Rainbows everywhere - was steckt hinter Rainbow-Washing?

What exactly is Pride Month?

June is also Pride Month. This month there are a lot of events by and for people from the LGBTQ+ community! Many of these focus on promoting their rights, visibility and acceptance. Most CSD or completely Christopher Street Day days take place in June. During Pride Month, numerous events, parades, demonstrations, educational and cultural events take place that celebrate the LGBTQ+ community and raise awareness of their concerns.

The roots of Pride Month can be found in the riots surrounding the Stonewall Inn bar in New York. The first demonstrations against discrimination and ongoing police violence against LGBTQ+ people took place here in 1969. Here people took to the streets to demonstrate for their rights and safety. These events are considered an important milestone in the LGBTQ+ movement and provided the impetus for today's Pride Month.

This month is actually about giving a voice to a community that is still not seen, heard or wanted in many parts of the world and society. It is intended to show queer people that they have a right to security, existence and acceptance. However, many companies now also use the month to collect points from the LGBTQ+ community, even if they are not behind it. Jan Böhmermann also recently criticized this.

The rainbow flag

A symbol of the LGBTQ is the rainbow flag, also known as the pride flag. This became a symbol in 1978 when Harvey Milk, the first out gay man to hold public office in the United States, searched for a symbol.
He commissioned Gilbert Baker to design a positive symbol for the queer community. There were already signs for the queer community before, for example the pink triangle that Nazis used to mark gay or queer men in concentration camps.

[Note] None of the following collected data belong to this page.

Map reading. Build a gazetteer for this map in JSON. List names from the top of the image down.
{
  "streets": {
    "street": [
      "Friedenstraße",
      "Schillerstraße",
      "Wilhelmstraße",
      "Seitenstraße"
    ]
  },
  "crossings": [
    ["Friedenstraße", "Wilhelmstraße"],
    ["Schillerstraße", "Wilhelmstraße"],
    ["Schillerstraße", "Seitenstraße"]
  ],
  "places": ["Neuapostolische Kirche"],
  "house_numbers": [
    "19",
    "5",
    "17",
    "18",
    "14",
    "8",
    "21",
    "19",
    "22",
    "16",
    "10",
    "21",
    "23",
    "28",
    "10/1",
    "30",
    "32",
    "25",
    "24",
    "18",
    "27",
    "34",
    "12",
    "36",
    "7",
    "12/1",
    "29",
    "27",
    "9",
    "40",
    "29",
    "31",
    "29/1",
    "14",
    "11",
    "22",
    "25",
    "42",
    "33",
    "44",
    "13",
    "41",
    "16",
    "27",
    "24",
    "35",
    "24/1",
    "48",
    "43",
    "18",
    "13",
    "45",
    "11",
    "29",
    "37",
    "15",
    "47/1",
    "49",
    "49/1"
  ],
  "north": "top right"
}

The flag consists of six colors: red, orange, yellow, green, blue and purple and represents the diversity of sexual orientations and gender identities.

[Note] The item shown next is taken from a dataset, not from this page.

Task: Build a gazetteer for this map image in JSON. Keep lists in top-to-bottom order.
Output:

The rainbow flag is worn by many to show their own membership in the LGBTQ+ community, but also to show queer people that they are supported.

Marketing strategy: rainbow

As soon as June begins, many companies change their profile pictures to rainbow. Large brands such as Deutsche Bahn, Starbucks, McDonald's and REWE fly the rainbow flag. They often publish special articles on the topic of Pride this month or donate to LGBTQ+ organizations. That actually sounds good - but unfortunately there is often a corporation behind it that, in the best case, wants to capitalistically enrich itself from the LGBTQ+ community, and in the worst case, these companies support politicians who speak out against LGBTQ+ rights or discriminate against queer employees for the remaining 11 months . Last year, the American website https://www.dataforprogress.org/accountable-allies published a list of companies that use the months to gain customers, but otherwise donate to anti-queer politicians. These include Toyota, AT&T, Amazon, PayPal and Comcast.

These brands are rainbow washing. They use the rainbow flag to show support for and also attract the community. However, these brands neither stand for equality nor for the rights of queer people. It's a marketing strategy in which companies try to capitalize on positive perceptions of the LGBTQ+ movement without actually doing anything substantive for the community.

Is rainbow washing dangerous?

Through rainbow washing, companies can reach customers who then support something that goes against their own values. However, that is only the superficial problem. These companies try to make amends for the problems of the rest of the year in one month, but often no lasting measures are taken during this month, only to gain public attention. The LGBTQ+ symbol is used to distract from other negative practices or grievances. It can also be compared to greenwashing, where companies want to appear environmentally friendly without taking actual sustainable measures. Rainbow washing undermines the authenticity and credibility of companies as it is often viewed as an opportunistic attempt to exploit the LGBTQ+ community for financial gain.

Lack of Support: Rainbow-washing distracts attention from real issues facing the LGBTQ+ community. By presenting themselves as LGBTQ+ friendly without offering real support, companies can reduce awareness of important issues such as discrimination, equality and LGBTQ+ rights.

Can you recognize these companies?

Many of these companies are publicly pilloried, including recently by moderator Jan Böhmermann. In general, a quick search on social media often helps to identify which brands are there with heart or just in the image department.

Actions over symbols : Companies that take Pride seriously often have more than a few rainbows on social media. They take this topic seriously and show it. Many companies use June to raise funds or draw attention to their programs for queer people. Even if brands work with openly queer artists or spokespersons.

Credibility and Transparency: Companies should be honest and transparent about what they do for the LGBTQ+ community. This can also be easily understood digitally

Products by queer people for queer people

By the way, Naturally Naughty is for the LGBTQ+ community 12 months a year. Our products can be used with any gender. Queer needs were also already present during product development. Our rainbow comes from the heart!